→ Collected data
• • • • •

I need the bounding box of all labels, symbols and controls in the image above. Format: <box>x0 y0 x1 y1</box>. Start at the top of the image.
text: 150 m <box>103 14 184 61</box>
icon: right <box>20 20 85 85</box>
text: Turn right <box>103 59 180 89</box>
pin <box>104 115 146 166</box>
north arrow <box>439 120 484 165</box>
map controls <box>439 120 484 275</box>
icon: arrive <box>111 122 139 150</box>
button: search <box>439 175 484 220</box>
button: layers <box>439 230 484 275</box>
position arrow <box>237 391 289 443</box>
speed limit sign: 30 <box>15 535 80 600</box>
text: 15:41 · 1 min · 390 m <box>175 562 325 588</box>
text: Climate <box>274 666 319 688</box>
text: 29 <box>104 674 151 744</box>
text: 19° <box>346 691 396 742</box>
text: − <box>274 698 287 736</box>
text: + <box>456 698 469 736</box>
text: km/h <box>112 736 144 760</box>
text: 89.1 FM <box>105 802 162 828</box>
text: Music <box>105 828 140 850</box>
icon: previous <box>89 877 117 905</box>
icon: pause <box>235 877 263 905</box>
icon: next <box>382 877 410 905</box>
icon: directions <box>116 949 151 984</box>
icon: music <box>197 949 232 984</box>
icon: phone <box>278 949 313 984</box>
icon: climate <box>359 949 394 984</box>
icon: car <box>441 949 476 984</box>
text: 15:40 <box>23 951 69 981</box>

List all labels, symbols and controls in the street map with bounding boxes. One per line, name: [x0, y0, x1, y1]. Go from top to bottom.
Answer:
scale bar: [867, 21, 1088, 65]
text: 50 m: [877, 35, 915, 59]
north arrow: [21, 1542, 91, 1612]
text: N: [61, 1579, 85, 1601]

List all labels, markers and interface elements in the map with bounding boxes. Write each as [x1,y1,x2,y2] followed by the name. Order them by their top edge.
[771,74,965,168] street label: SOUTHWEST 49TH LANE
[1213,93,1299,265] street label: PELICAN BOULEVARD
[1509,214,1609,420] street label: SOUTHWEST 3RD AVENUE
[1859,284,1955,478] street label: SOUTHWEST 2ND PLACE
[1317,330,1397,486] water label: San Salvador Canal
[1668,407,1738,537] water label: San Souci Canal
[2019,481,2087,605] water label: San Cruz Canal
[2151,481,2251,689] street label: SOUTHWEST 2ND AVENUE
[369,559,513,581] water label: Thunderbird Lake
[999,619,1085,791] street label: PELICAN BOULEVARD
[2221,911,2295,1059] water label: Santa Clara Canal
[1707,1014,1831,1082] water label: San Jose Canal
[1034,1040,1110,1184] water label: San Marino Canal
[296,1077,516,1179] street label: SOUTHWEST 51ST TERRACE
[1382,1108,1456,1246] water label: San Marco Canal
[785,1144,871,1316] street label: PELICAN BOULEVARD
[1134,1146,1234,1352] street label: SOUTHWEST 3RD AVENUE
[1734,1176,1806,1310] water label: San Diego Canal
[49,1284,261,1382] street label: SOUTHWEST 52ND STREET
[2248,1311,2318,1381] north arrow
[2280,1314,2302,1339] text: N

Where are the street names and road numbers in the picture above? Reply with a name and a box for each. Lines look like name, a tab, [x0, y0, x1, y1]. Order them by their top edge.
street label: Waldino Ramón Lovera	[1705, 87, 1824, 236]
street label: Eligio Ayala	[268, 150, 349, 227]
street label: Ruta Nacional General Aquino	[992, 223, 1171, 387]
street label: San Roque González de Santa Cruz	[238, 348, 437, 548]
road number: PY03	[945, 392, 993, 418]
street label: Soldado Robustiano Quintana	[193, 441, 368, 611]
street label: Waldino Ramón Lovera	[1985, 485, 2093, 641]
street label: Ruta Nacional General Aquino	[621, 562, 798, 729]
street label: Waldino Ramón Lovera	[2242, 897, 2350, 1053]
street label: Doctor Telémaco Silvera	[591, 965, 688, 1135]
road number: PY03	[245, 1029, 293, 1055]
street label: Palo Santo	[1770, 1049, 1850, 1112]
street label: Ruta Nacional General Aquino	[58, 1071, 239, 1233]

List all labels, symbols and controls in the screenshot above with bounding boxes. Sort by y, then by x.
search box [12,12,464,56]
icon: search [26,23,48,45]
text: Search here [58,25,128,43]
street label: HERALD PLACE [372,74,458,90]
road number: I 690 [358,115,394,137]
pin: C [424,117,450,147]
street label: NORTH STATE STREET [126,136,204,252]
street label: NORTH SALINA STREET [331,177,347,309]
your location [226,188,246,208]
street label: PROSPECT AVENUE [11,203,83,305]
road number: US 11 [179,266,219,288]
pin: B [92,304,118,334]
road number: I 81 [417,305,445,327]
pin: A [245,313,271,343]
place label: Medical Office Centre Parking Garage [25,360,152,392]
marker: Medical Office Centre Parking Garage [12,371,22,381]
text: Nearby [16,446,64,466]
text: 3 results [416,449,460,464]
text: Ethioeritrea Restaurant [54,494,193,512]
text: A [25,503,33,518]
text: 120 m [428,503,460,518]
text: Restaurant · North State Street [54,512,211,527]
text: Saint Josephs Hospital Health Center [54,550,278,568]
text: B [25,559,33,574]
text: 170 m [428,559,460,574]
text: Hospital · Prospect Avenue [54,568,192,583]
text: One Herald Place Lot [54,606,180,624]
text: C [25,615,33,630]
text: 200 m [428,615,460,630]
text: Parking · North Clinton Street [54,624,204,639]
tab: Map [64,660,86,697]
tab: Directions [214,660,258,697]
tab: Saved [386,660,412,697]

• • • • •

→ Work instructions
All records above are to be printed exactly, with nothing omitted.

→ Response
I need the bounding box of all labels, symbols and controls in the image above. Format: <box>x0 y0 x1 y1</box>. Start at the top of the image.
text: 150 m <box>103 14 184 61</box>
icon: right <box>20 20 85 85</box>
text: Turn right <box>103 59 180 89</box>
pin <box>104 115 146 166</box>
north arrow <box>439 120 484 165</box>
map controls <box>439 120 484 275</box>
icon: arrive <box>111 122 139 150</box>
button: search <box>439 175 484 220</box>
button: layers <box>439 230 484 275</box>
position arrow <box>237 391 289 443</box>
speed limit sign: 30 <box>15 535 80 600</box>
text: 15:41 · 1 min · 390 m <box>175 562 325 588</box>
text: Climate <box>274 666 319 688</box>
text: 29 <box>104 674 151 744</box>
text: 19° <box>346 691 396 742</box>
text: − <box>274 698 287 736</box>
text: + <box>456 698 469 736</box>
text: km/h <box>112 736 144 760</box>
text: 89.1 FM <box>105 802 162 828</box>
text: Music <box>105 828 140 850</box>
icon: previous <box>89 877 117 905</box>
icon: pause <box>235 877 263 905</box>
icon: next <box>382 877 410 905</box>
icon: directions <box>116 949 151 984</box>
icon: music <box>197 949 232 984</box>
icon: phone <box>278 949 313 984</box>
icon: climate <box>359 949 394 984</box>
icon: car <box>441 949 476 984</box>
text: 15:40 <box>23 951 69 981</box>

List all labels, symbols and controls in the street map with bounding boxes. One per line, name: [x0, y0, x1, y1]. Go from top to bottom.
Answer:
scale bar: [867, 21, 1088, 65]
text: 50 m: [877, 35, 915, 59]
north arrow: [21, 1542, 91, 1612]
text: N: [61, 1579, 85, 1601]

List all labels, markers and interface elements in the map with bounding boxes. Write each as [x1,y1,x2,y2] followed by the name. Order them by their top edge.
[771,74,965,168] street label: SOUTHWEST 49TH LANE
[1213,93,1299,265] street label: PELICAN BOULEVARD
[1509,214,1609,420] street label: SOUTHWEST 3RD AVENUE
[1859,284,1955,478] street label: SOUTHWEST 2ND PLACE
[1317,330,1397,486] water label: San Salvador Canal
[1668,407,1738,537] water label: San Souci Canal
[2019,481,2087,605] water label: San Cruz Canal
[2151,481,2251,689] street label: SOUTHWEST 2ND AVENUE
[369,559,513,581] water label: Thunderbird Lake
[999,619,1085,791] street label: PELICAN BOULEVARD
[2221,911,2295,1059] water label: Santa Clara Canal
[1707,1014,1831,1082] water label: San Jose Canal
[1034,1040,1110,1184] water label: San Marino Canal
[296,1077,516,1179] street label: SOUTHWEST 51ST TERRACE
[1382,1108,1456,1246] water label: San Marco Canal
[785,1144,871,1316] street label: PELICAN BOULEVARD
[1134,1146,1234,1352] street label: SOUTHWEST 3RD AVENUE
[1734,1176,1806,1310] water label: San Diego Canal
[49,1284,261,1382] street label: SOUTHWEST 52ND STREET
[2248,1311,2318,1381] north arrow
[2280,1314,2302,1339] text: N

Where are the street names and road numbers in the picture above? Reply with a name and a box for each. Lines look like name, a tab, [x0, y0, x1, y1]. Order them by their top edge.
street label: Waldino Ramón Lovera	[1705, 87, 1824, 236]
street label: Eligio Ayala	[268, 150, 349, 227]
street label: Ruta Nacional General Aquino	[992, 223, 1171, 387]
street label: San Roque González de Santa Cruz	[238, 348, 437, 548]
road number: PY03	[945, 392, 993, 418]
street label: Soldado Robustiano Quintana	[193, 441, 368, 611]
street label: Waldino Ramón Lovera	[1985, 485, 2093, 641]
street label: Ruta Nacional General Aquino	[621, 562, 798, 729]
street label: Waldino Ramón Lovera	[2242, 897, 2350, 1053]
street label: Doctor Telémaco Silvera	[591, 965, 688, 1135]
road number: PY03	[245, 1029, 293, 1055]
street label: Palo Santo	[1770, 1049, 1850, 1112]
street label: Ruta Nacional General Aquino	[58, 1071, 239, 1233]

List all labels, symbols and controls in the screenshot above with bounding boxes. Sort by y, then by x.
search box [12,12,464,56]
icon: search [26,23,48,45]
text: Search here [58,25,128,43]
street label: HERALD PLACE [372,74,458,90]
road number: I 690 [358,115,394,137]
pin: C [424,117,450,147]
street label: NORTH STATE STREET [126,136,204,252]
street label: NORTH SALINA STREET [331,177,347,309]
your location [226,188,246,208]
street label: PROSPECT AVENUE [11,203,83,305]
road number: US 11 [179,266,219,288]
pin: B [92,304,118,334]
road number: I 81 [417,305,445,327]
pin: A [245,313,271,343]
place label: Medical Office Centre Parking Garage [25,360,152,392]
marker: Medical Office Centre Parking Garage [12,371,22,381]
text: Nearby [16,446,64,466]
text: 3 results [416,449,460,464]
text: Ethioeritrea Restaurant [54,494,193,512]
text: A [25,503,33,518]
text: 120 m [428,503,460,518]
text: Restaurant · North State Street [54,512,211,527]
text: Saint Josephs Hospital Health Center [54,550,278,568]
text: B [25,559,33,574]
text: 170 m [428,559,460,574]
text: Hospital · Prospect Avenue [54,568,192,583]
text: One Herald Place Lot [54,606,180,624]
text: C [25,615,33,630]
text: 200 m [428,615,460,630]
text: Parking · North Clinton Street [54,624,204,639]
tab: Map [64,660,86,697]
tab: Directions [214,660,258,697]
tab: Saved [386,660,412,697]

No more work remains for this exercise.